**Task objective:** Among the entries below, find each line holding "strokeStyle" and return it.

---- Extracted data

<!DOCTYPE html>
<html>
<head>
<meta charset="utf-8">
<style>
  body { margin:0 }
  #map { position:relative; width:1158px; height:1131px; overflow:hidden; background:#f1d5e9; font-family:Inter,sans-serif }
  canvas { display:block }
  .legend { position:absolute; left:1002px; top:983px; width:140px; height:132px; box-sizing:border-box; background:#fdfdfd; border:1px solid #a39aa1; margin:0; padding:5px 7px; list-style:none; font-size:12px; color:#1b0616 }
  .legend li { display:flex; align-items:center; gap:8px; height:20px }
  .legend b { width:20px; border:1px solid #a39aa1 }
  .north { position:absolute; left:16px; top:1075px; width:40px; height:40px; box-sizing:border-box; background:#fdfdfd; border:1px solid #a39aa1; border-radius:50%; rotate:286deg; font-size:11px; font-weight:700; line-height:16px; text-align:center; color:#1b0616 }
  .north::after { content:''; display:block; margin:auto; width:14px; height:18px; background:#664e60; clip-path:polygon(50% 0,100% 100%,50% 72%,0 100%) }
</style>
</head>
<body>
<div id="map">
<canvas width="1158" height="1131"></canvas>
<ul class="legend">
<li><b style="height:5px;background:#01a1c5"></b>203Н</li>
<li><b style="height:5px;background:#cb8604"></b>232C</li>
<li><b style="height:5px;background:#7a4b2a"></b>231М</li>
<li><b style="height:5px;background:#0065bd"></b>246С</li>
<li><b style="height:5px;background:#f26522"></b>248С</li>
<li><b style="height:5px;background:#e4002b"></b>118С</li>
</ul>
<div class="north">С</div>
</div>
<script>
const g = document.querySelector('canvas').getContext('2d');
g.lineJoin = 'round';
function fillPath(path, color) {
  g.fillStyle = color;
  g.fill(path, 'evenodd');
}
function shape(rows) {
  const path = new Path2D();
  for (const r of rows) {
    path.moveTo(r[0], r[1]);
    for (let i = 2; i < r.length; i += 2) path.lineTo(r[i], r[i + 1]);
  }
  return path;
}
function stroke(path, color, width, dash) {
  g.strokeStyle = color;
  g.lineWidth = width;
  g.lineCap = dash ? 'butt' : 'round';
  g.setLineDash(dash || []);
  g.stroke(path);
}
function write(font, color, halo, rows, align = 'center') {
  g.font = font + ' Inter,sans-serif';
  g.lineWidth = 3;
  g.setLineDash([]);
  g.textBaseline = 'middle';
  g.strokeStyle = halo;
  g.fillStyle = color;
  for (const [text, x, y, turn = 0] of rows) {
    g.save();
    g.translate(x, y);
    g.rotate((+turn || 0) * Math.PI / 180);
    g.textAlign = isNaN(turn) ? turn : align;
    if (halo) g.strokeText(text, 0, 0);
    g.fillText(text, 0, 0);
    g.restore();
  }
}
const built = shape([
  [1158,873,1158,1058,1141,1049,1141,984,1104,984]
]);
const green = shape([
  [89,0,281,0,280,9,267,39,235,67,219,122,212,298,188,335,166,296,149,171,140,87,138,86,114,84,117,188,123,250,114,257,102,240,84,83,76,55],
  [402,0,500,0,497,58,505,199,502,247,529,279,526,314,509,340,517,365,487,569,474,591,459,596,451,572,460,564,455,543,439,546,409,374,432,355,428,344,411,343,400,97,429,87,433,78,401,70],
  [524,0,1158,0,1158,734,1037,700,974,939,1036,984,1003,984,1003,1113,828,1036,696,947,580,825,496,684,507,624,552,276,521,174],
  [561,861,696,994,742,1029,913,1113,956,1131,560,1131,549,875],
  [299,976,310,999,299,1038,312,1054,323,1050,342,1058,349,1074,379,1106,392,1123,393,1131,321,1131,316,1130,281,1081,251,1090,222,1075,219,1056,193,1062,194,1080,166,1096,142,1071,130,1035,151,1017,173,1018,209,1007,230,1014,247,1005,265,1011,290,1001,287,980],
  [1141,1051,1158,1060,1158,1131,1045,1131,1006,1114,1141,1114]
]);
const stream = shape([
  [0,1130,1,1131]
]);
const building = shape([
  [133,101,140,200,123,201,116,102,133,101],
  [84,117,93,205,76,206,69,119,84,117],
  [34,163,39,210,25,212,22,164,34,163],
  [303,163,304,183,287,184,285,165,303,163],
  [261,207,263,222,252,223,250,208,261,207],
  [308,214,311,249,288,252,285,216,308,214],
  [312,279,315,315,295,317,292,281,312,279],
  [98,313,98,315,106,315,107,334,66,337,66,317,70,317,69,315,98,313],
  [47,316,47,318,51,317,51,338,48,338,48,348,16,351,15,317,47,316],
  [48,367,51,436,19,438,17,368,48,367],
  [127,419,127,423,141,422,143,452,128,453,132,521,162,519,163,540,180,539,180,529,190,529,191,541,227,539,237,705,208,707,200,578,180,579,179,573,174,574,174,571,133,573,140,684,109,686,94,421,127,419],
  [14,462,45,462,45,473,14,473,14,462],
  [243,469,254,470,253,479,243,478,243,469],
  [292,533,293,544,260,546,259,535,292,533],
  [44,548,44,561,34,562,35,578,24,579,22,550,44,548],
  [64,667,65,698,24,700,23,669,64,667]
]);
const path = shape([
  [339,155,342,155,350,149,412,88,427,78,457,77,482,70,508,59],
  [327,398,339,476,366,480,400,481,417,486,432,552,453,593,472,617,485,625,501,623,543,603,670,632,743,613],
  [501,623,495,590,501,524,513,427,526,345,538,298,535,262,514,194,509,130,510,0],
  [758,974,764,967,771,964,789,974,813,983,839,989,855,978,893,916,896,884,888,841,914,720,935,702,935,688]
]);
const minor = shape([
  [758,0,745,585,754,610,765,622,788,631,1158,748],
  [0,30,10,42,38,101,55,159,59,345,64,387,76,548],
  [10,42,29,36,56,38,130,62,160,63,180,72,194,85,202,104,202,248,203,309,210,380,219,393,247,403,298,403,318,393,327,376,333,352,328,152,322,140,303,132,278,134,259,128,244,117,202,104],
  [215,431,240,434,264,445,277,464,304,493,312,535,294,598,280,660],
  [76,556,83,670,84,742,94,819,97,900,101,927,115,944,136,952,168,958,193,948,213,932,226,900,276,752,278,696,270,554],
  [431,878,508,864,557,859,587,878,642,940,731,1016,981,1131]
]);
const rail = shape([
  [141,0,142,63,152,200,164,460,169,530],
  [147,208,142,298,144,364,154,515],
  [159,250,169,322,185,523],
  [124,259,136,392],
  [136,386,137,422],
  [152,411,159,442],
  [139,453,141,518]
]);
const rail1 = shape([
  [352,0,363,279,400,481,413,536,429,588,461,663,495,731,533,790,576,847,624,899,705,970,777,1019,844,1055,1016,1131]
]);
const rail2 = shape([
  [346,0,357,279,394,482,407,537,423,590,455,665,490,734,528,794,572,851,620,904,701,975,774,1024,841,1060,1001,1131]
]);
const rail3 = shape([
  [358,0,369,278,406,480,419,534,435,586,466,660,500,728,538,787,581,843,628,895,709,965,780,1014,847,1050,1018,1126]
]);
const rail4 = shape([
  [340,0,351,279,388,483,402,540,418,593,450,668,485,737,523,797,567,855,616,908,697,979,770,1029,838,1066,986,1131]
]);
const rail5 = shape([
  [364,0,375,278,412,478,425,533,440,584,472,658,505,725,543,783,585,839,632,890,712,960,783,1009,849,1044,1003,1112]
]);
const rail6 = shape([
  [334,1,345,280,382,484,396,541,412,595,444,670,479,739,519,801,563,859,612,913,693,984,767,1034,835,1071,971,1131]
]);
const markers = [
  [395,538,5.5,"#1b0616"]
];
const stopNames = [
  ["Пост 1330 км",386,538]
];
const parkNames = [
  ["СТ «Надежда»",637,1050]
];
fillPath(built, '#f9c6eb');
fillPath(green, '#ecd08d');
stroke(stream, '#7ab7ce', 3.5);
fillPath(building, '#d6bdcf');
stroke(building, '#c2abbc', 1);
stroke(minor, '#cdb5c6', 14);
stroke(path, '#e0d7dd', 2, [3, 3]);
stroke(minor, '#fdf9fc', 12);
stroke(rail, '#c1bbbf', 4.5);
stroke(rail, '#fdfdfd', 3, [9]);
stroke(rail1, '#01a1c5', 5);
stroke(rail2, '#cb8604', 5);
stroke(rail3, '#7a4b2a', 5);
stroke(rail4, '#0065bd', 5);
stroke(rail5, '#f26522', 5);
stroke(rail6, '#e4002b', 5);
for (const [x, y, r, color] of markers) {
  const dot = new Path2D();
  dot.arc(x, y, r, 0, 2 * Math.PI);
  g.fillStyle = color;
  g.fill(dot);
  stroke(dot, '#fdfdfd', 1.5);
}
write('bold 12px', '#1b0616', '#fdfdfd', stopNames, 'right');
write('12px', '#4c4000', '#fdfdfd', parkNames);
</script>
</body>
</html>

--------

**Exercise solution:**
  g.strokeStyle = color;
  g.strokeStyle = halo;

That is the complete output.